EU Adopts Cybersecurity Rules
GreySpark Partners, the capital markets consultancy, warned that the lack of a cybersecurity plan will not be tolerated by many regulators as the European Union has adopted the first EU-wide rules on cybersecurity this week.
Yesterday the European Parliament voted to adopt the Directive on Security of Network and Information Systems, or NIS Directive.
Vice president Andrus Ansip said in a statement: “The directive requires companies in critical sectors – such as energy, transport, banking and health – to adopt risk management practices and report major incidents that can affect the Digital Single Market to their national authorities which will, in turn, be able to carry out better capacity building with greater crossborder cooperation inside the EU. It also obliges online market places, cloud computing services and search engines to take similar security steps.”
The European Commission said at least 80% of European companies have experienced at least one cybersecurity incident over the last year and the number of security incidents across all industries worldwide rose by 38% in 2015.
Commissioner Günther Oettinger said in a statement: “Cooperation with the industry is also essential. This is why I signed a partnership with the private sector that will trigger €1.8bn of investment to foster cross-border research and development cooperation of the cybersecurity industrial players in Europe.”
The new €1.8bn of investment is due to be triggered by 2020 and includes €450m from the EU and the remaining funds from cybersecurity market players, represented by the European Cyber Security Organisation. The partnership aims to foster cooperation at early stages of the research and innovation process and to build cybersecurity solutions for various sectors including energy, health, transport and finance.
Greyspark Partners said in a report, “Countering Cybercrime in Financial Services”, that the recent ratification of the EU’s General Data Protection Regulation, which takes effect next year, requires firms to notify the appropriate supervisory authority of a personal data breach within 72 hours (at the latest) on learning about the exposure if it results in risk to the consumer.
“However, if a company has encrypted the data, or taken some other security measures to protect the data, then they will not have to inform the subject,” said the report. “This means that much of the data passing though financial services systems is out of scope of this regulation.”

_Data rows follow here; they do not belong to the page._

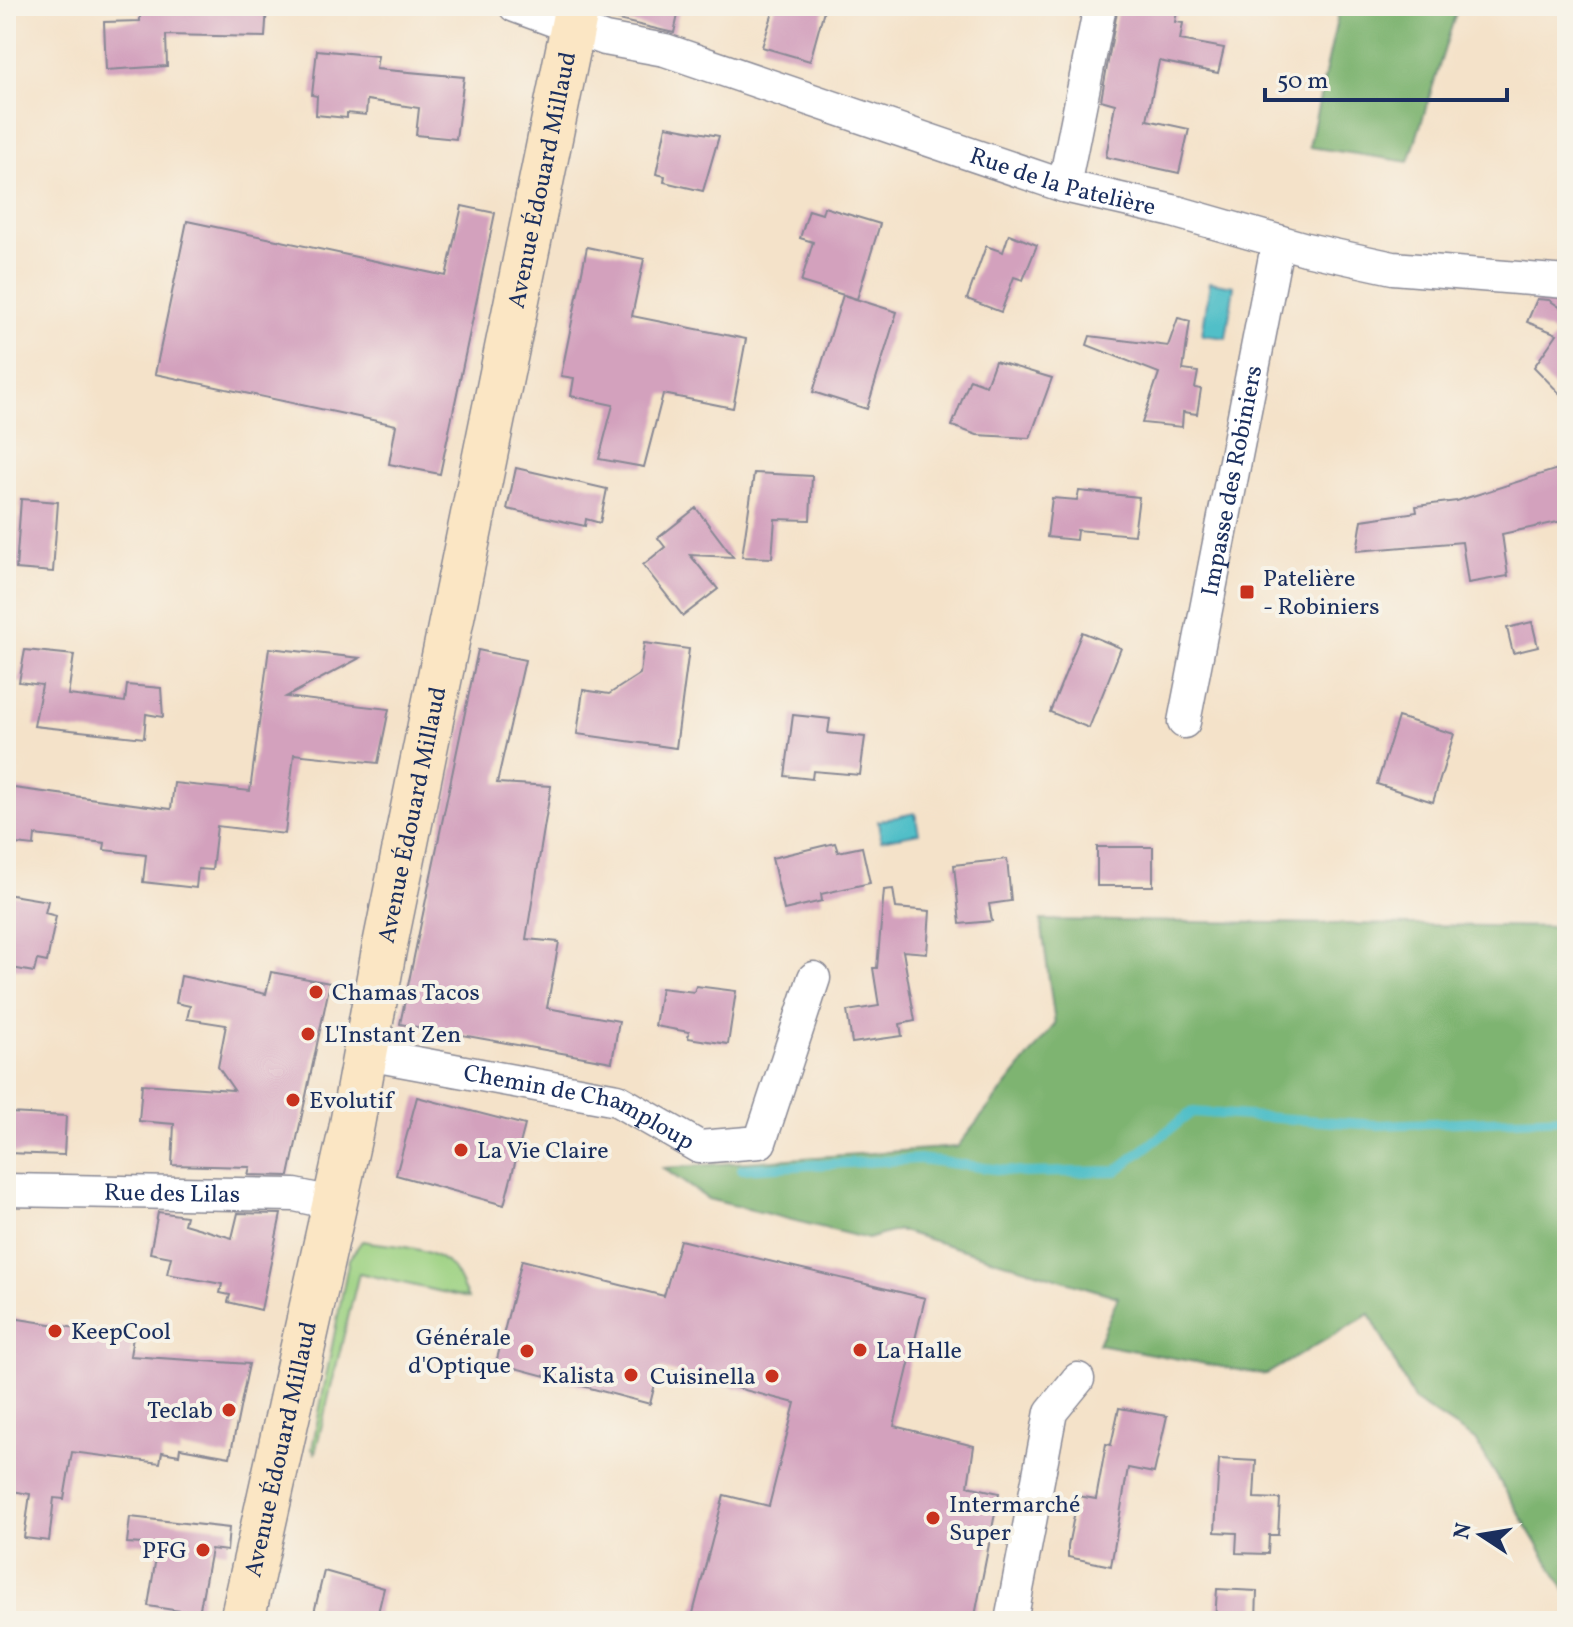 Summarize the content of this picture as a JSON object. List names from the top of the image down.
{
  "streets": {
    "main road": ["Avenue Édouard Millaud"],
    "street": [
      "Rue de la Patelière",
      "Impasse des Robiniers",
      "Chemin de Champloup",
      "Rue des Lilas"
    ]
  },
  "crossings": [
    ["Avenue Édouard Millaud", "Rue de la Patelière"],
    ["Avenue Édouard Millaud", "Chemin de Champloup"],
    ["Avenue Édouard Millaud", "Rue des Lilas"],
    ["Rue de la Patelière", "Impasse des Robiniers"]
  ],
  "places": {
    "transit": ["Patelière - Robiniers"],
    "other": [
      "Chamas Tacos",
      "L'Instant Zen",
      "Evolutif",
      "La Vie Claire",
      "KeepCool",
      "La Halle",
      "Générale d'Optique",
      "Kalista",
      "Cuisinella",
      "Teclab",
      "Intermarché Super",
      "PFG"
    ]
  },
  "scale_bar": "50 m",
  "north": "left"
} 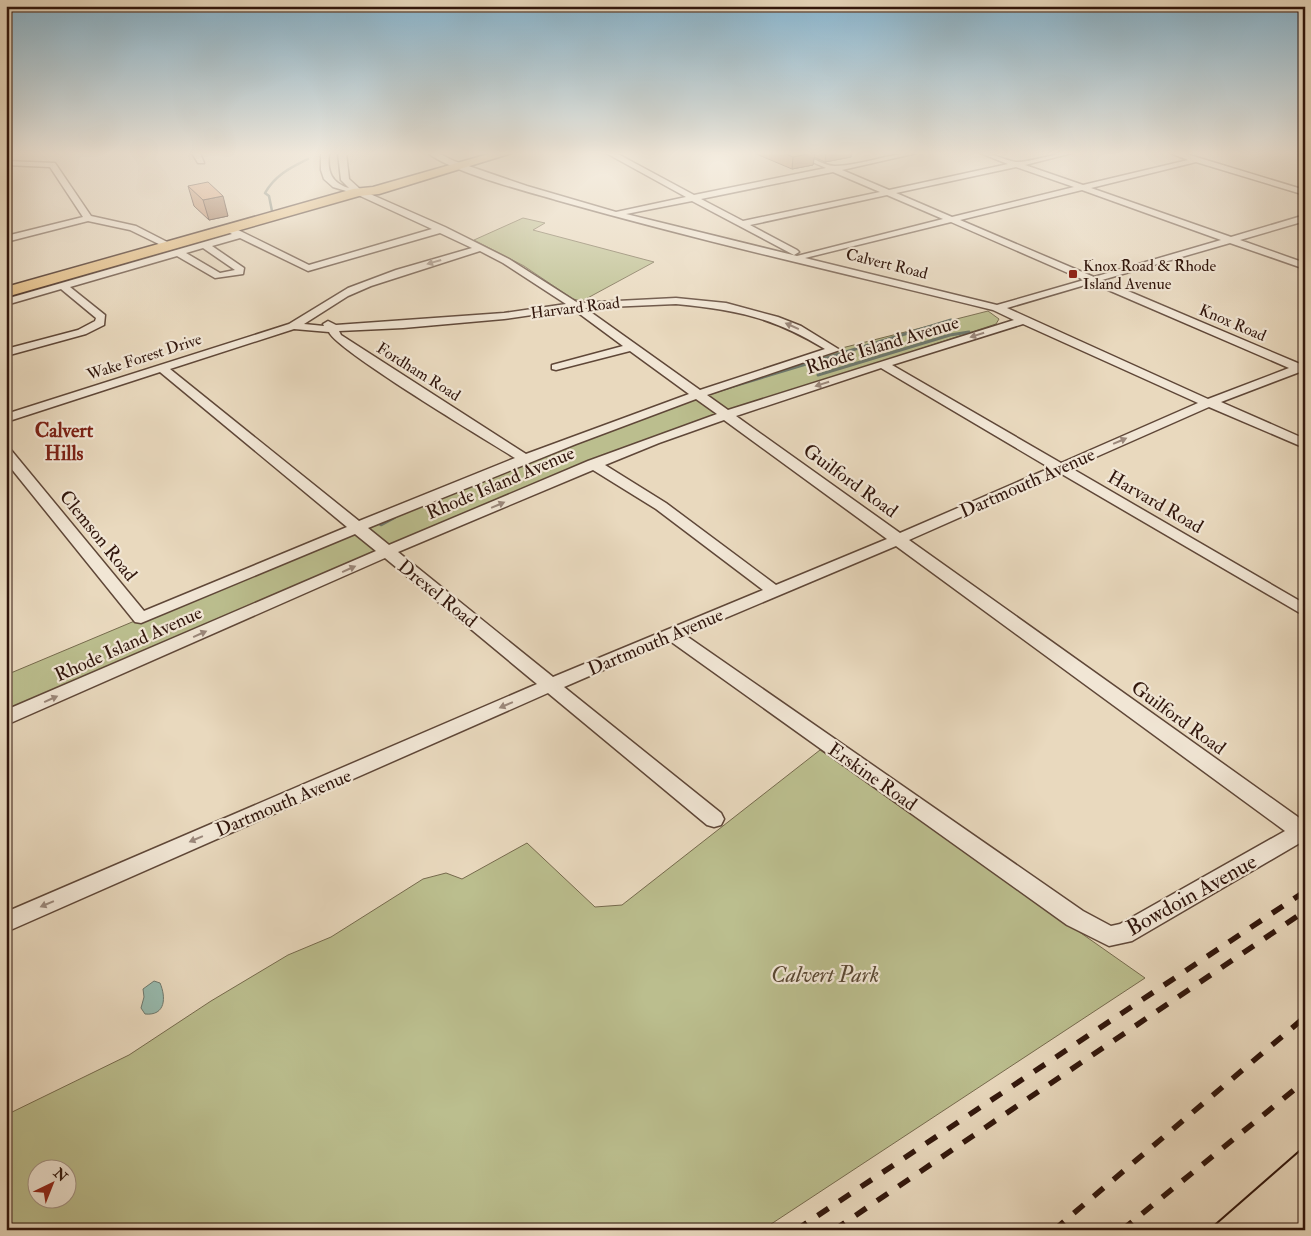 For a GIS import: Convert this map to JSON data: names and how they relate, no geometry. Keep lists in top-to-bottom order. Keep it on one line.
{"streets":{"street":["Calvert Road","Harvard Road","Knox Road","Rhode Island Avenue","Wake Forest Drive","Fordham Road","Guilford Road","Dartmouth Avenue","Clemson Road","Drexel Road","Erskine Road","Bowdoin Avenue"]},"crossings":[["Calvert Road","Rhode Island Avenue"],["Calvert Road","Dartmouth Avenue"],["Harvard Road","Rhode Island Avenue"],["Harvard Road","Fordham Road"],["Harvard Road","Guilford Road"],["Harvard Road","Dartmouth Avenue"],["Knox Road","Dartmouth Avenue"],["Rhode Island Avenue","Fordham Road"],["Rhode Island Avenue","Guilford Road"],["Rhode Island Avenue","Clemson Road"],["Rhode Island Avenue","Drexel Road"],["Wake Forest Drive","Drexel Road"],["Guilford Road","Dartmouth Avenue"],["Guilford Road","Bowdoin Avenue"],["Dartmouth Avenue","Drexel Road"],["Dartmouth Avenue","Erskine Road"],["Erskine Road","Bowdoin Avenue"]],"districts":["Calvert Hills"],"parks":["Calvert Park"],"places":{"transit":["Knox Road & Rhode Island Avenue"]},"north":"top right"}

Cyber attacks against financial institutions are a daily occurrence and, as such, alerts and notifications play an important role in slowing the spread of any contagion. The ECB created a real-time cyberattack alert system that is expected to be piloted late thsi year and, by 2017, some 130 banks will be required to inform regulators about significant cyberattacks.
In the US there is no national breach notification law the SEC requires companies to report breaches if they are believed to have a material effect on the company and could affect investors according to Greyspark.
The Bank of England said in its 2015 Financial Stability Report that cyberrisk was among the five greatest dangers facing the financial services sector. The Bank has asked regulators to assess the resilience of financial firms and the results are due to be published this year.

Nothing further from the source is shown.